Aktivistinnen berichten immer wieder über die schlimmen Bedingungen, unter denen die weiblichen Insassen des Om-Al-Darman-Gefängnisses leiden. Ihsan Fakiri, Professorin an der Bahri-Universität in Khartum, wurde mit neun anderen Frauen in einem sechs Meter breiten Raum mit nur fünf Betten und zwei winzigen Fenstern eingesperrt. 15 Tage lang war sie nicht in der Lage, ihre Diabetesbehandlung zu bekommen, einen Monat lang konnte sie ihre Familie nicht kontaktieren.

Frauenanteil in den sudanesischen Gewerkschaften

Die Frauen begeistern die Demonstrantinnen mit ihren unverwechselbaren Liedern, Wehklagen und Hurra-Rufen. Doch sie sind nicht nur auf der Straße aktiv, sondern sie sind auch Leiterinnen der politischen Bewegungsorganisationen, die für die Freiheit und den politischen Wandel kämpfen.

An den Demonstrationen beteiligten sich die politische Gruppen, die sich schon vor Beginn der Herrschaft von Al-Bashir gegründet hatten, um für die Verbesserung der Situation der Frauen im Sudan zu kämpfen.

Die Frauenunion Sudans existiert seit 1952, und hat eine große Rolle bei dem Wandel der Einstellung der Frauen zum politischen Leben gespielt. Sie erkämpfte den Frauen das Wahlrecht. 1965 konnten Frauen erstmals für ein Mandat im Parlament kandidieren und Fatima Ahmed wurde zur ersten Abgeordneten gewählt. Danach erhielten Frauen eine Reihe von Rechten, vor allem am Arbeitsplatz.

Trotz vieler Hindernisse bei der Erhöhung des Frauenanteils in der Politik, konnten auf dem Feld der Gleichstellung große Fortschritte erzielt werden bis das Al-Bashir-Regime ab 1985 sowohl die Arbeit der Frauen als auch die der Opposition einzuschränken begann.

Genitalverstümmelung und Unterdrückung

Während der Herrschaft von Al-Bashir litten die Frauen unter diskriminierenden Anordnungen . „Frauen sollten nicht laut sprechen “, erklärte Ihsan Fakiri beim Treffen sudanesischer Aktivistinnen in London.

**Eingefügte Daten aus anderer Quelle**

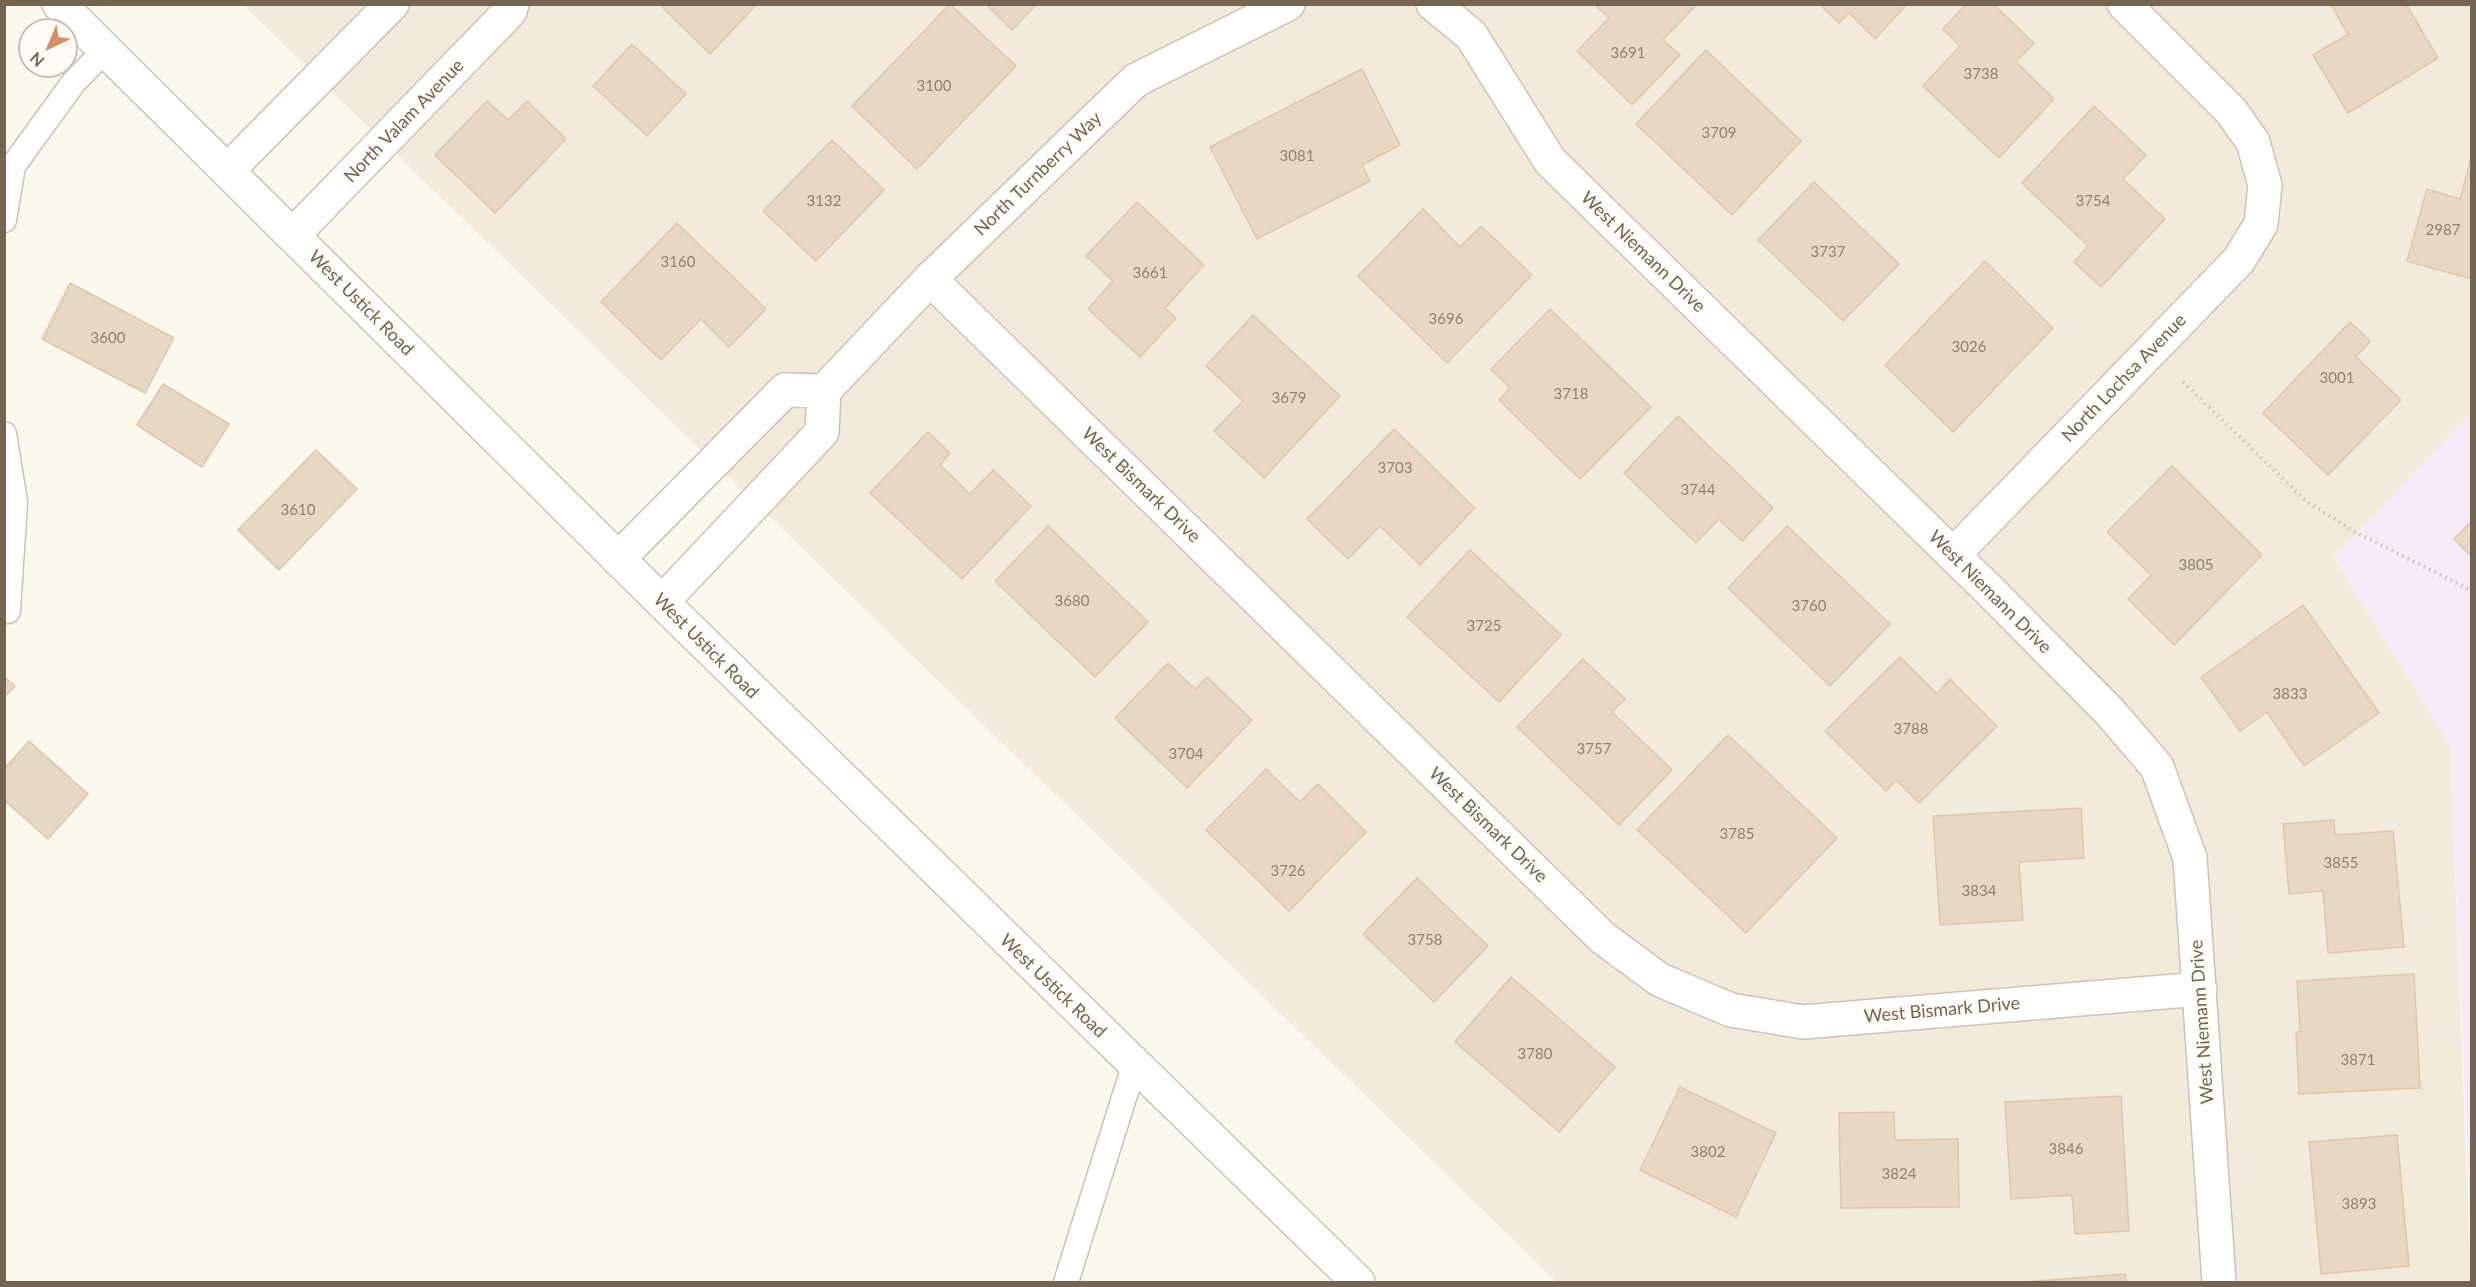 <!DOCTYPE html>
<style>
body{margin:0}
#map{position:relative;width:2476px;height:1287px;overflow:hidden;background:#fbf8ed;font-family:Lato,sans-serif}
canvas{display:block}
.frame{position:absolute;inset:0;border:6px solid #746452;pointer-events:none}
.north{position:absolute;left:18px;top:18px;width:60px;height:60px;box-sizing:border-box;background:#fdfbf4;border:2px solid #c6bfb3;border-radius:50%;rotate:224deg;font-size:16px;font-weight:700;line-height:24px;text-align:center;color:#746452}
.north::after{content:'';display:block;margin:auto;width:21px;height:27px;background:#d48f63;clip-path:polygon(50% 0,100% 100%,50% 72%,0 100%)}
</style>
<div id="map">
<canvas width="2476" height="1287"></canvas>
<div class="frame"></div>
<div class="north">N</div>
</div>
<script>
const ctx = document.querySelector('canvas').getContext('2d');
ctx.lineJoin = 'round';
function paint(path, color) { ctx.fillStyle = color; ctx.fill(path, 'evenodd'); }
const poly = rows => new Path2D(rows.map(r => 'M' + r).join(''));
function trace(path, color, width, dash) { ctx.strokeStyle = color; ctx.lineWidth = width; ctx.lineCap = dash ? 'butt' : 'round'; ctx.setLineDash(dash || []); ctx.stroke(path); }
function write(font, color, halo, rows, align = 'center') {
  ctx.font = font + ' Lato,sans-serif'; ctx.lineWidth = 4.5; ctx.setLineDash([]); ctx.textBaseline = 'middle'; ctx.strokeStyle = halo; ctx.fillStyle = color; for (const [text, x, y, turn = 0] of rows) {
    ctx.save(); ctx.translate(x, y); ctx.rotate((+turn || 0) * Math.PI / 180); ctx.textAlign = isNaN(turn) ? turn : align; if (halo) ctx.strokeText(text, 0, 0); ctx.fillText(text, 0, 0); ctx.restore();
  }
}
const residential = poly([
 [243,5,2471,5,2471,413,2334,558,2450,745,2471,1282,1557,1282]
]);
const education = poly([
 [2471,413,2471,1240,2450,745,2334,557]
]);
const building = poly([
 [659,4,757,4,710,54,659,4],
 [950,4,1016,66,917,169,852,106,950,4],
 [986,4,1037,4,1012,30,986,4],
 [1594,4,1697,4,1663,40,1680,55,1632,105,1577,51,1609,18,1594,4],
 [1819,4,1907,4,1875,39,1849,13,1839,23,1819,4],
 [1966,4,1993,4,2034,43,2016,62,2054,99,1999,158,1923,86,1960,46,1943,29,1966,4],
 [2330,4,2406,4,2438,58,2348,113,2313,55,2348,34,2330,4],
 [632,44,686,94,647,136,593,86,632,44],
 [1706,50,1801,141,1732,215,1636,124,1706,50],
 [1362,69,1400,145,1362,165,1370,181,1257,239,1210,147,1362,69],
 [487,101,508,120,527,101,566,139,495,213,435,155,487,101],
 [2094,106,2146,155,2123,179,2165,219,2101,287,2074,262,2088,246,2022,183,2094,106],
 [832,140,884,190,816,261,763,211,832,140],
 [2472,155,2472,279,2407,261,2427,189,2460,199,2472,155],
 [1814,182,1899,264,1843,321,1758,240,1814,182],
 [1137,202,1204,265,1165,308,1176,318,1140,357,1088,309,1113,281,1086,256,1137,202],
 [1423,209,1460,247,1481,226,1532,275,1447,363,1358,276,1423,209],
 [677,223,766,309,729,347,701,319,661,360,601,302,677,223],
 [1985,261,2053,328,1953,432,1885,365,1985,261],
 [70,283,174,338,145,393,42,339,70,283],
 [1550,309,1651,407,1580,479,1499,400,1510,388,1491,369,1550,309],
 [1253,315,1340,396,1264,478,1214,431,1243,401,1206,366,1253,315],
 [2350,322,2370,341,2356,357,2401,400,2328,475,2263,413,2350,322],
 [163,384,229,424,202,467,137,425,163,384],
 [1678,416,1773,508,1742,541,1719,519,1696,543,1624,473,1678,416],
 [1394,429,1475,508,1420,565,1380,526,1348,559,1307,519,1394,429],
 [928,432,950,453,940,465,970,494,993,470,1031,506,962,579,870,493,928,432],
 [316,450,357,489,279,570,238,530,316,450],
 [2172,466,2262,555,2174,645,2128,599,2151,575,2107,532,2172,466],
 [2472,521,2472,557,2454,539,2472,521],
 [1048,526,1148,622,1095,677,995,581,1048,526],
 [1787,526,1890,624,1830,686,1728,588,1787,526],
 [1470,550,1561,635,1499,702,1407,617,1470,550],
 [2303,605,2379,713,2304,766,2267,712,2240,731,2201,677,2303,605],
 [1900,657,1937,694,1950,679,1997,726,1919,803,1896,780,1886,791,1825,731,1900,657],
 [1583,659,1625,699,1612,712,1672,770,1619,825,1517,727,1583,659],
 [1168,663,1195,689,1207,677,1252,720,1187,788,1115,718,1168,663],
 [4,677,15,686,4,697,4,677],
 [1728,735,1837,838,1746,933,1637,830,1728,735],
 [29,741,88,794,48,839,4,800,4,769,29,741],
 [1266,769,1300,802,1318,784,1366,832,1289,911,1206,830,1266,769],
 [2081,808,2084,858,2019,862,2023,920,1940,925,1933,816,2081,808],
 [2334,820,2335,835,2393,831,2404,947,2328,953,2323,891,2289,894,2283,824,2334,820],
 [1417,878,1488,946,1434,1002,1363,934,1417,878],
 [2414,974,2420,1088,2299,1094,2296,1032,2300,1032,2297,981,2414,974],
 [1511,977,1615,1067,1559,1132,1455,1042,1511,977],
 [1680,1087,1776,1133,1736,1217,1640,1170,1680,1087],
 [2121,1096,2129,1231,2075,1234,2072,1195,2011,1199,2005,1102,2121,1096],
 [1894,1112,1895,1140,1958,1139,1959,1207,1841,1208,1839,1113,1894,1112],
 [2397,1135,2409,1266,2321,1274,2309,1142,2397,1135],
 [2125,1274,2126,1282,2025,1282,2125,1274]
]);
const path = poly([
 [2183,382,2306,501,2355,532,2472,591]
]);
const lane = poly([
 [4,220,13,166,74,82,105,50],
 [4,434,15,502,8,611],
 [1066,1282,1134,1066]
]);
const street = poly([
 [1433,4,1471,35,1550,161,1988,589,2109,711,2157,767,2190,858,2219,1282],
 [228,170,392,4],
 [293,235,510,11,512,4],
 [930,279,1603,938,1660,980,1731,1010,1803,1022,2200,989],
 [824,391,930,279,1136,80,1288,4],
 [1953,555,2239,260,2261,224,2265,185,2253,142,2231,111,2124,4],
 [618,559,785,390,824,391,822,432,662,602]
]);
const secondary = poly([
 [59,4,662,602,1358,1282]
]);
const numberNames = [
 ["3691",1628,53],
 ["3738",1981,74],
 ["3100",934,86],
 ["3709",1719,133],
 ["3081",1297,156],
 ["3132",824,201],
 ["3754",2093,201],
 ["2987",2443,230],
 ["3737",1828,252],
 ["3160",678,262],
 ["3661",1150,273],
 ["3696",1446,319],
 ["3600",108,338],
 ["3026",1969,347],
 ["3001",2337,378],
 ["3718",1571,394],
 ["3679",1289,398],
 ["3703",1395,468],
 ["3744",1698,490],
 ["3610",298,510],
 ["3805",2196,565],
 ["3680",1072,601],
 ["3760",1809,606],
 ["3725",1484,626],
 ["3833",2290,694],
 ["3788",1911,729],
 ["3757",1594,749],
 ["3704",1186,754],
 ["3785",1737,834],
 ["3855",2341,863],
 ["3726",1288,871],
 ["3834",1979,891],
 ["3758",1425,940],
 ["3780",1535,1054],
 ["3871",2358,1060],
 ["3846",2066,1149],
 ["3802",1708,1152],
 ["3824",1899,1174],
 ["3893",2359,1204]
];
const streetNames = [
 ["North Valam Avenue",404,121,-46],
 ["North Turnberry Way",1038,174,-44],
 ["West Niemann Drive",1643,252,44],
 ["West Ustick Road",361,303,45],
 ["North Lochsa Avenue",2124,378,-46],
 ["West Bismark Drive",1141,485,44],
 ["West Niemann Drive",1990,592,45],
 ["West Ustick Road",706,646,45],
 ["West Bismark Drive",1488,825,44],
 ["West Ustick Road",1053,986,44],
 ["West Bismark Drive",1942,1010,-5],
 ["West Niemann Drive",2202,1022,-94]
];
paint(residential, '#f2ebdc');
paint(education, '#f5eaf8');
paint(building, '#e8d8c3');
trace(building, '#dec7ab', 1.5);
trace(lane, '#ccc3b4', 27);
trace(street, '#ccc3b4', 36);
trace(secondary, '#cec3b2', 36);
trace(path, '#d2c1ab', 4, [1.5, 4.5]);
trace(lane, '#fff', 24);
trace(street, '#fff', 33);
trace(secondary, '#fff', 33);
write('15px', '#91816e', null, numberNames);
write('18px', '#746452', '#fdfbf4', streetNames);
</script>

Amani Alameen, eine 30-jährige Wirtschaftswissenschaftlerin, fügte hinzu, dass Hunderte Frauen in Sudan in den vergangenen Jahren zu Prügelstrafen verurteilt worden sind. Der Kampf gegen die Genitalverstümmelung im Sudan hat bisher keine großen Fortschritte erzielt. Laut dem Unicef-Bericht „Monitoring the Situation of Children and Women“ aus dem Jahr 2013 waren in Sudan und Südsudan 88 Prozent der Mädchen und Frauen im Alter von 15-49 Jahren genitalverstümmelt.

Die Frauen haben sich bei den jüngsten Protesten gegen das Regime ihre Stimme zurückgeholt und sind entschlossen, sich ihren Platz in der Zukunft zu sichern. In einer Stellungnahme verlangten politische und zivile Frauengruppen, dass bei der Bildung einer neuen Regierung Frauen die Hälfte aller Ämter zugesprochen werden muss.